According to the 2010 statistical yearbook of the European Union (http://ec.europa.eu/eurostat), the percentage (age quota) of inhabitants aged 65 and older compared to the number of inhabitants between the ages of 15 and 64 will increase dramatically up until 2060. Figure contains corresponding values for the years 2010 and 2060 (prognosis) for a few select EU states (average value EU27). In most EU countries, the age quota of people aged 65 and older will double until 2060, and even quadruple for Poland, in this case most likely due to emigration of younger people.
This development results in a permanently increasing demand for geriatric care and nursing homes, care communities, facilities for communal living, special senior apartments and facilities for assisted living.

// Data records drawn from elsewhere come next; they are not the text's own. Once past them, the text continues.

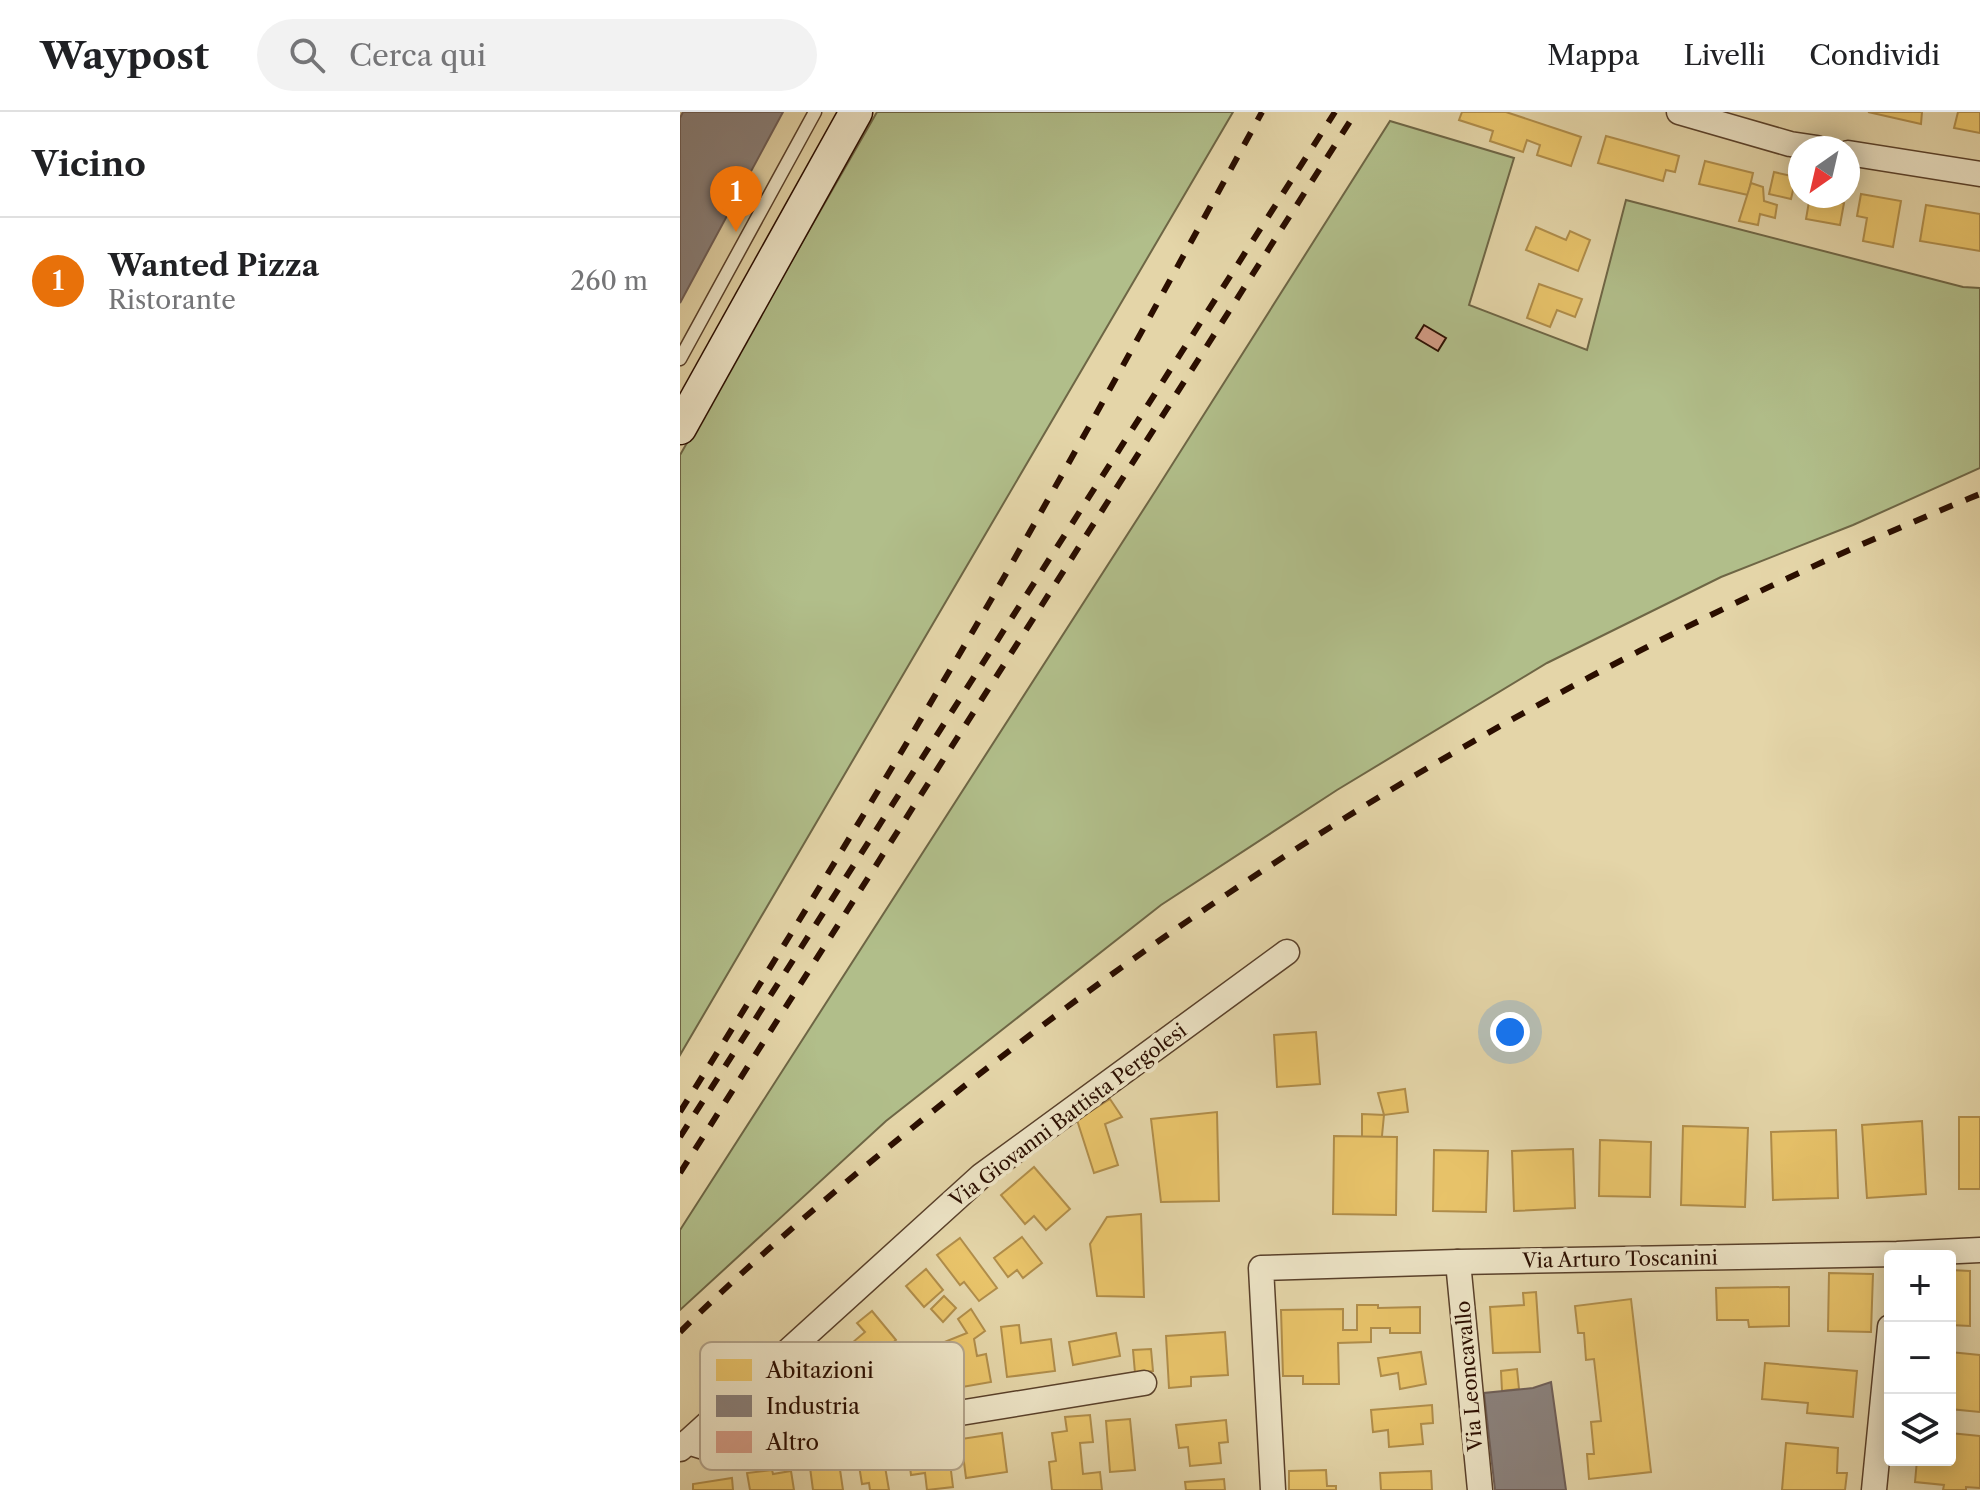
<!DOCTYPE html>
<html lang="it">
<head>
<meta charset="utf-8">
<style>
	:root { --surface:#fff; --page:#f2f2f2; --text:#202124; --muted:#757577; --line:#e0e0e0; --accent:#111827 }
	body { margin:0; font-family:"Libre Caslon Text",serif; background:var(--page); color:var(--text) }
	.controls { position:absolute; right:24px; bottom:24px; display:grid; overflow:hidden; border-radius:8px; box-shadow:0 4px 20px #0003 }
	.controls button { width:72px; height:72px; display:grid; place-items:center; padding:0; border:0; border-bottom:2px solid var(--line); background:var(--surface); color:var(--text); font:40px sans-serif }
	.compass { position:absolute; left:1108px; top:24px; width:72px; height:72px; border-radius:50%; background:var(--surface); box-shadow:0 4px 20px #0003; rotate:214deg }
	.you { position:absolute; left:830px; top:920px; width:28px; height:28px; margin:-20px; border:6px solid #fff; border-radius:50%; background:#1a73e8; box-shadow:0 0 0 12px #1a73e833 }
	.badge { display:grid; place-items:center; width:52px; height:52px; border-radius:50%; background:var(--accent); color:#fff; font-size:26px; font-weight:700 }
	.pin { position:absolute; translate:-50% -66px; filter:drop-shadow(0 2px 4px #0008) }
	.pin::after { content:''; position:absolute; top:42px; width:28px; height:24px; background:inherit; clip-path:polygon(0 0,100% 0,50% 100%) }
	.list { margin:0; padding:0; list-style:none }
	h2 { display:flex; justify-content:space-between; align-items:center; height:104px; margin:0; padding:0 32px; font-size:34px }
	h2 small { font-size:26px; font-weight:400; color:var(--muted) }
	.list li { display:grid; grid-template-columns:52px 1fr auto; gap:24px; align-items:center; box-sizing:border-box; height:128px; padding:0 32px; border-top:2px solid var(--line) }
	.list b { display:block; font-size:30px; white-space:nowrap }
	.list p { margin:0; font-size:26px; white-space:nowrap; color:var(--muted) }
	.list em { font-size:26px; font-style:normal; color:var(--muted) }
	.icon { flex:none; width:44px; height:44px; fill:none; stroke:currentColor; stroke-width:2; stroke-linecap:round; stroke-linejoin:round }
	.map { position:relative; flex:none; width:1300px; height:1378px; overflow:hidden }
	header { display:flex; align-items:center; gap:48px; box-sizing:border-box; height:112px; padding:0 40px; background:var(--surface); border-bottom:2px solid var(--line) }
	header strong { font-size:38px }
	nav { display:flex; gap:44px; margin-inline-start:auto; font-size:28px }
	.search { width:560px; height:72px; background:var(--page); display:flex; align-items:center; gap:20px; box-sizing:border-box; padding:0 28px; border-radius:44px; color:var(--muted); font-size:30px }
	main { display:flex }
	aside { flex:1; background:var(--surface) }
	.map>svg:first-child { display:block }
	.green { fill:#b1be8a; stroke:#6e6645; stroke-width:2 }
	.homes { fill:#e9c46a; stroke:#b08d4a; stroke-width:2 }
	.industry { fill:#8a817c; stroke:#6e5e57; stroke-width:2 }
	.building { fill:#d39c86; stroke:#2b0e00; stroke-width:2 }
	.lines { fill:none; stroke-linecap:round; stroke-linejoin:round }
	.service-casing { stroke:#59402a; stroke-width:15 }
	.minor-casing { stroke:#59402a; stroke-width:27 }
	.secondary-casing { stroke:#2b0e00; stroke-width:35 }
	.service { stroke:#ede4c6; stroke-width:12 }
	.minor { stroke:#ede4c6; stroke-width:24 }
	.secondary { stroke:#ede4c6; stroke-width:32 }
	.rail { stroke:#2b0e00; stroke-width:6; stroke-dasharray:14 14; stroke-linecap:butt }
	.labels { text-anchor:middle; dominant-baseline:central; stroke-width:8; stroke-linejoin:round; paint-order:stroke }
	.street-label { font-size:20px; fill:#2b0e00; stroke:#ede4c6 }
	.key { fill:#ede4c6; stroke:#b3a48b; stroke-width:2 }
	.key-label { font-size:22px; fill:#2b0e00 }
</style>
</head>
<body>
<header>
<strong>Waypost</strong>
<div class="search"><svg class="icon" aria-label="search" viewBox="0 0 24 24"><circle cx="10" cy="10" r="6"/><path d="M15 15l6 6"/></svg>Cerca qui</div>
<nav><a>Mappa</a><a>Livelli</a><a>Condividi</a></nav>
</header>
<main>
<aside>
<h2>Vicino<small></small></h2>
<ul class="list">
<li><span class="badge" style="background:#e8710a">1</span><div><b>Wanted Pizza</b><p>Ristorante</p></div><em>260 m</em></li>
</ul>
</aside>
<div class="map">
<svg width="1300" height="1378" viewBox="0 0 1300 1378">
	<rect width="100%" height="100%" fill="#e4d5a8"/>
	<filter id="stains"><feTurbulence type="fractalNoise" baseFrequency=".0025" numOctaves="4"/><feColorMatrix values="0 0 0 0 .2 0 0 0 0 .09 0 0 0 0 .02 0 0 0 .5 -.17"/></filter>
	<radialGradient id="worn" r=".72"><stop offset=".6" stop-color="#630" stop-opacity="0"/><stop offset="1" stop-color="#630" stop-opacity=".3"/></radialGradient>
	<g class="green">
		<path d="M197 0H553L0 943V343Z"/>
		<path d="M710 9 834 46 789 193 907 238 946 88 1283 175 1300 176V356L1173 413 1041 465 867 551 657 678 481 793 206 1009 0 1198V1118L476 378Z"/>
	</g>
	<g class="homes">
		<path d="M782 0H826L901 25 891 54 857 43 860 33 847 28 843 40 810 29 813 19 779 8Z"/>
		<path d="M1188 0H1242L1241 12Z"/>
		<path d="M1278 0H1300V21L1274 16Z"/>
		<path d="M926 24 999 44 995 60 986 58 983 69 918 51Z"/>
		<path d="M1025 49 1073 61 1068 83 1019 72Z"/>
		<path d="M1094 60 1116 65 1111 87 1089 82Z"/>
		<path d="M1071 71 1083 75 1084 89 1097 93 1095 106 1080 102 1078 113 1059 109Z"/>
		<path d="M1181 82 1221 89 1213 135 1183 129 1187 106 1177 104Z"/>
		<path d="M1130 84H1155L1154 89 1164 91 1160 113 1126 107Z"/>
		<path d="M1246 93 1300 102V139L1240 129Z"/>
		<path d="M856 115 886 128 890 119 910 128 898 159 846 138Z"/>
		<path d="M859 172 902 187 895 205 877 198 870 215 847 206Z"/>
		<path d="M636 920 640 972 597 975 594 923Z"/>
		<path d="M725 977 728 1000 704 1003 698 981Z"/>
		<path d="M430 987 442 1005 425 1012 438 1053 414 1061 397 1008Z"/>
		<path d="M537 1000 539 1089 481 1090 471 1007Z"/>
		<path d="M682 1002 704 1003 701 1034 682 1036Z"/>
		<rect x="1279" y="1005" width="21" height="72"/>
		<path d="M1242 1009 1246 1082 1187 1086 1182 1013Z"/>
		<path d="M1003 1014 1068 1016 1065 1095 1001 1093Z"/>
		<path d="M1156 1018 1158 1086 1093 1088 1091 1020Z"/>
		<path d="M654 1024 717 1025 716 1103 653 1102Z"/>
		<path d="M920 1028 971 1030 970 1085 919 1084Z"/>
		<path d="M893 1037 895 1096 834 1099 832 1039Z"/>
		<path d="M754 1038 808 1039 806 1100 753 1099Z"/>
		<path d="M354 1055 390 1097 366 1118 354 1104 345 1112 321 1083Z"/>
		<path d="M461 1102 464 1185 417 1184 410 1132 427 1105Z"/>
		<path d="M342 1125 362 1151 343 1166 337 1158 328 1165 314 1146Z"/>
		<path d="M280 1126 317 1176 299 1189 284 1170 280 1173 257 1143Z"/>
		<path d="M246 1157 263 1178 244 1195 226 1174Z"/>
		<path d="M1270 1158 1290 1159V1214L1270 1213Z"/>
		<path d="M1149 1161 1193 1162 1191 1220 1148 1219Z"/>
		<path d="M1109 1175V1214L1069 1215 1068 1208H1037L1036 1176Z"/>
		<path d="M856 1180 860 1240 813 1241 810 1195 844 1193 843 1181Z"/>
		<path d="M264 1184 276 1196 263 1210 251 1197Z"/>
		<path d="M951 1187 971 1360 909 1367 907 1342H914L911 1310 921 1309 914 1247 906 1248 904 1221H898L895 1194Z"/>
		<path d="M677 1193H698V1196L740 1195V1221H710V1216H691V1230L658 1231 659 1272H623V1264H603L601 1198 663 1197V1218H677Z"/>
		<path d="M291 1197 305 1219 294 1227 297 1244 306 1242 311 1270 213 1287 207 1271 226 1267V1257L252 1247 247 1237 287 1221 278 1207Z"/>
		<path d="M192 1199 216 1228 201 1241 205 1246 187 1261 166 1236 185 1220 177 1211Z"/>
		<path d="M339 1213 341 1231 371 1227 375 1259 327 1265 321 1215Z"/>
		<path d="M545 1220 548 1263 511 1265V1274L489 1276 486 1224Z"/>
		<path d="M436 1221 440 1244 393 1253 389 1230Z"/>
		<path d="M471 1237 473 1259 455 1261 453 1238Z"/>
		<path d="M741 1240 746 1272 720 1277 718 1261 701 1264 698 1246Z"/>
		<path d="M1270 1240 1300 1243V1300L1270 1297Z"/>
		<path d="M1085 1251 1177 1259 1173 1305 1127 1301 1128 1291 1082 1287Z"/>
		<path d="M837 1257 839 1277 822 1279 821 1259Z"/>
		<path d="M752 1293 753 1311 741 1312 743 1332 709 1335 708 1318 693 1320 691 1298Z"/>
		<path d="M410 1303 413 1330 400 1331 403 1362 420 1360 422 1378H372L369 1350 376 1349 372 1321 387 1319 385 1305Z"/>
		<path d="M450 1307 455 1358 430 1360 426 1309Z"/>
		<path d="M546 1308 548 1330 539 1331 541 1351 510 1354 508 1335 499 1336 496 1313Z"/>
		<path d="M322 1321 327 1360 286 1366 281 1327Z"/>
		<path d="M1270 1321 1300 1324V1376L1286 1375V1378H1263L1264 1373 1235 1370 1237 1348H1270Z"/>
		<path d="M267 1326 273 1375 247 1378 245 1361 231 1363 227 1332Z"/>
		<path d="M1106 1331 1158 1336 1157 1361H1167L1165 1378H1102Z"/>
		<path d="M202 1337 209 1378H190L189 1371 182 1372 177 1341Z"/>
		<path d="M158 1344 163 1378H133L129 1348Z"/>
		<path d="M92 1358 93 1362 111 1359 114 1378H70L67 1361Z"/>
		<path d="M646 1358 647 1374H656V1378H609V1359Z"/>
		<path d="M751 1359 752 1378H701L700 1361Z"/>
		<path d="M52 1366 53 1378H13V1372Z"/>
		<path d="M544 1367 545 1378H506L505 1370Z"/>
	</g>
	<g class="industry">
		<path d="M3 0H103L0 191V6Z"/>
		<path d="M871 1270 886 1378H815L804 1281 853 1276Z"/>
	</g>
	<path class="building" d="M744 213 766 226 758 239 736 226Z"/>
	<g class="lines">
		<g class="service-casing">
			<path id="service" d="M0 247 135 0"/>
		</g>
		<g class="minor-casing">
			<g id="minor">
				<path d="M999 0 1110 32 1137 36"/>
				<path d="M1168 41 1300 62"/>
				<path d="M778 1150 800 1378"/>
				<path d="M8 1330 40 1340 464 1271"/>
				<path d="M0 1337 301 1064 607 840"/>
				<path d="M593 1378 581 1156 778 1150 1217 1142 1300 1138"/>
				<path d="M1194 1378 1210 1215"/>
			</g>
		</g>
		<g class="secondary-casing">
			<path id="secondary" d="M0 316 176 0"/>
		</g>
		<use href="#service" class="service"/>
		<use href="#minor" class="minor"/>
		<use href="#secondary" class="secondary"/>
		<g class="rail">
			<path d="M0 1000C100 841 198 681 293 519 392 348 487 174 582 0"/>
			<path d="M0 1025 655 0"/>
			<path d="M0 1061 676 0"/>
			<path d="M0 1220C78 1143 161 1073 247 1004 564 746 921 537 1300 382"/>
		</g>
	</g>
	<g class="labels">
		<g class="street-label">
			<text transform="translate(388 1003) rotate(-37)">Via Giovanni Battista Pergolesi</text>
			<text transform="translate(940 1147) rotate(-1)">Via Arturo Toscanini</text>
			<text transform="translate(789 1264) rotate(-95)">Via Leoncavallo</text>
		</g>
	</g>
	<rect x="20" y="1230" width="264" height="128" rx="12" class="key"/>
	<rect x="36" y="1247" width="36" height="22" fill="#e9c46a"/>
	<rect x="36" y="1283" width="36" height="22" fill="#8a817c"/>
	<rect x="36" y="1319" width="36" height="22" fill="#d39c86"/>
	<g class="key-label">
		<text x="86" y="1266">Abitazioni</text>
		<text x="86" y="1302">Industria</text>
		<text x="86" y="1338">Altro</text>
	</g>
	<rect width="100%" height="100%" filter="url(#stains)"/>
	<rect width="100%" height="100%" fill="url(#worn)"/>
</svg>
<div class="controls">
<button>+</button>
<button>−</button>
<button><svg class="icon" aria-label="layers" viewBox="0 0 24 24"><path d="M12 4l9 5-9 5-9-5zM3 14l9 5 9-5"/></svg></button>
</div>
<svg class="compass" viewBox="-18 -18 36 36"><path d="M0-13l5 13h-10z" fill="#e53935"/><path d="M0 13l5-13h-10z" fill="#757577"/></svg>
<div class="you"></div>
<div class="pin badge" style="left:56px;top:120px;background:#e8710a">1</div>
</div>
</main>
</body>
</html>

The architecture of housing estates for elderly people and those in need of care has also changed. Up until 1960, elderly people were "kept safe" in homes. The design of these facilities was accordingly simple and bland. After that, up until approximately the 1980s, the hospital with its typical layout became the example for elderly care and nursing homes, where people were "treated". Many older facilities still look like this today: There are simple and undecorated shared rooms arranged along extended corridors. There is little colour, and usually just barely sufficient lighting. After 1980, it became more common to create homes for elderly people where comfortable living was to be facilitated, among other things, through personal furniture as well as light and colour. Instead of "safekeeping" or "treatment" of older people, the new idea was to "motivate" and to "activate" them, meaning participating actively in life. The architectural development that started around the year 2000 centres the living community, which is based on the ideal of family, as a place of comfort and the normal process of ageing. Old people live much the same way as they would in a family, and partially support each other as well. One development, for example, were multigenerational houses. The change in architectural room concepts also had consequences in terms of light and colour in such living systems.